## [INSTRUCTIONS TO FOLLOW]
Pictures are to be left out, but please repeat each record exactly.

## [GIVEN INFORMATION]
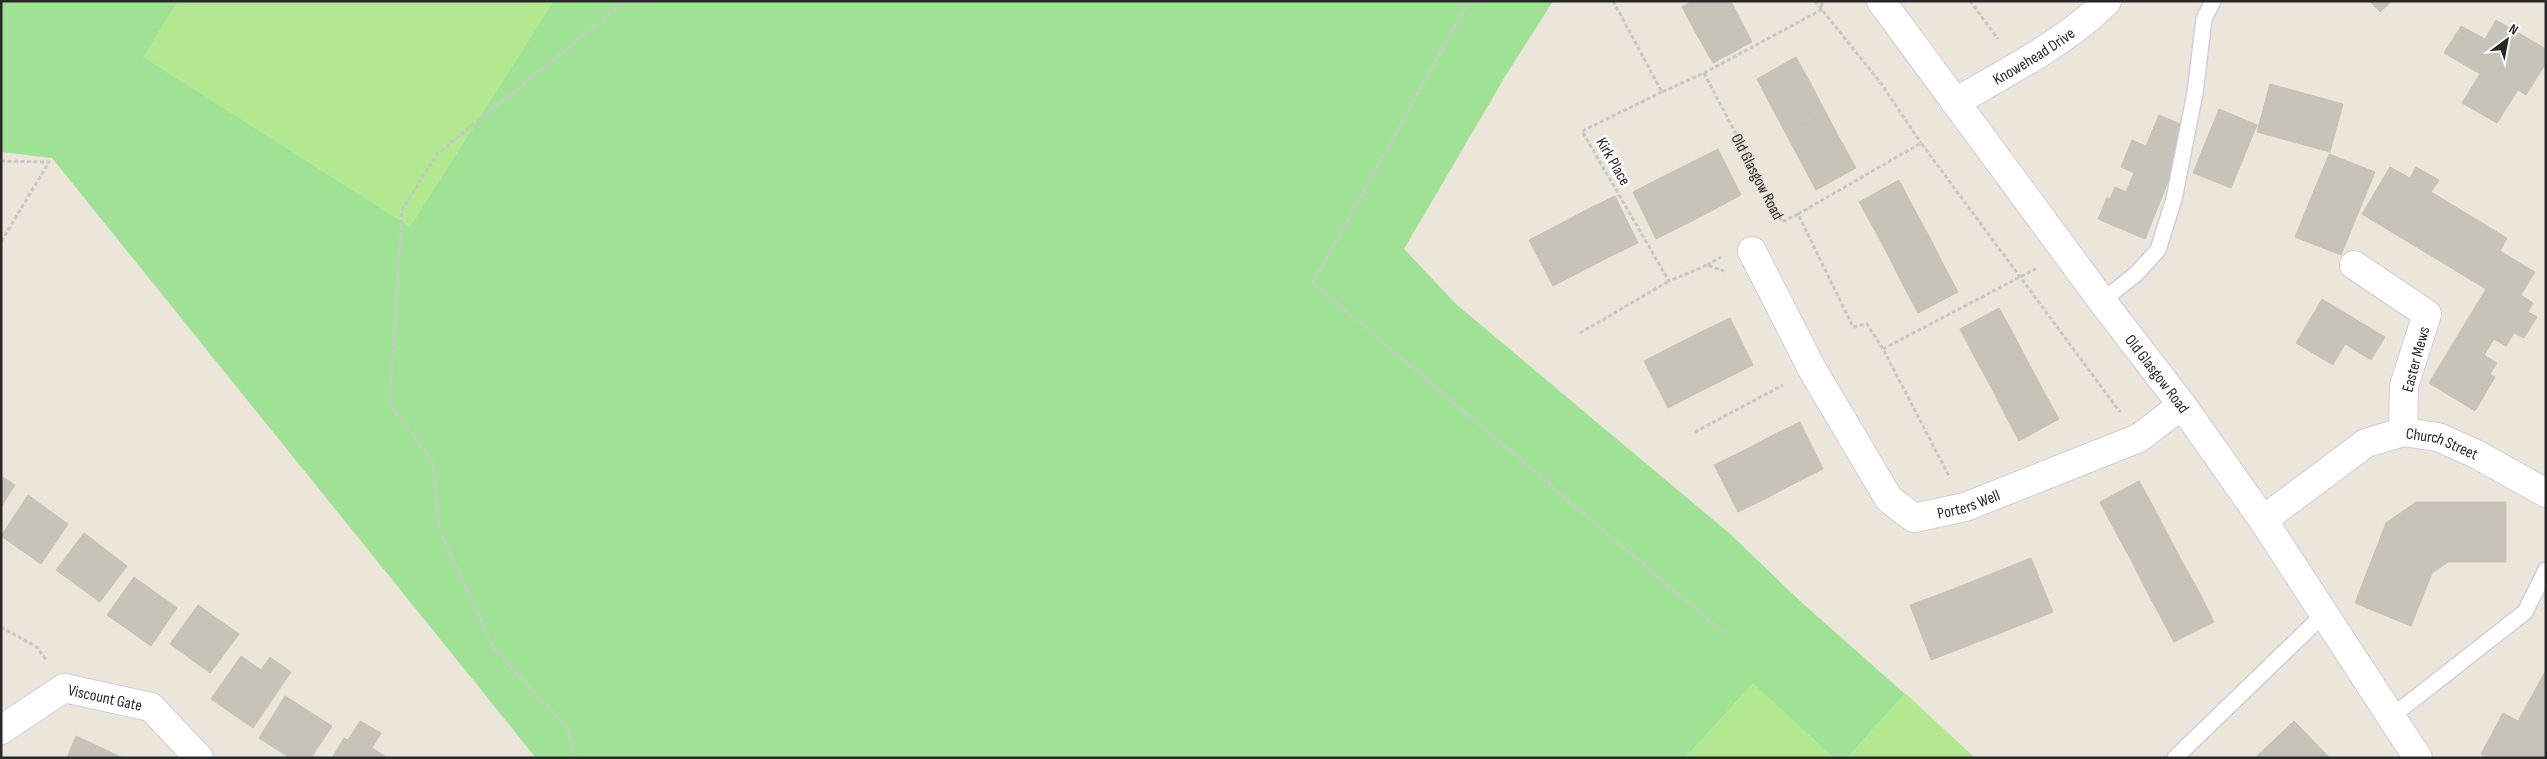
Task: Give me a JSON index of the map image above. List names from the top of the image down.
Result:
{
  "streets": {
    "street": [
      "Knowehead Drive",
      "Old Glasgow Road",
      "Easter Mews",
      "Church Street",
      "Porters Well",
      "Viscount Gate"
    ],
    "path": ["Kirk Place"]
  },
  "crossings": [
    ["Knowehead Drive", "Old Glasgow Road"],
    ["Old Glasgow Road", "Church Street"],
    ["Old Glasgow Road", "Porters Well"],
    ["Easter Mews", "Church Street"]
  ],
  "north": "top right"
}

## [ANSWER FOR THIS EXERCISE]
Task: Give me a JSON index of the map image above. List names from the top of the image down.
Result:
{
  "streets": {
    "street": [
      "Knowehead Drive",
      "Old Glasgow Road",
      "Easter Mews",
      "Church Street",
      "Porters Well",
      "Viscount Gate"
    ],
    "path": ["Kirk Place"]
  },
  "crossings": [
    ["Knowehead Drive", "Old Glasgow Road"],
    ["Old Glasgow Road", "Church Street"],
    ["Old Glasgow Road", "Porters Well"],
    ["Easter Mews", "Church Street"]
  ],
  "north": "top right"
}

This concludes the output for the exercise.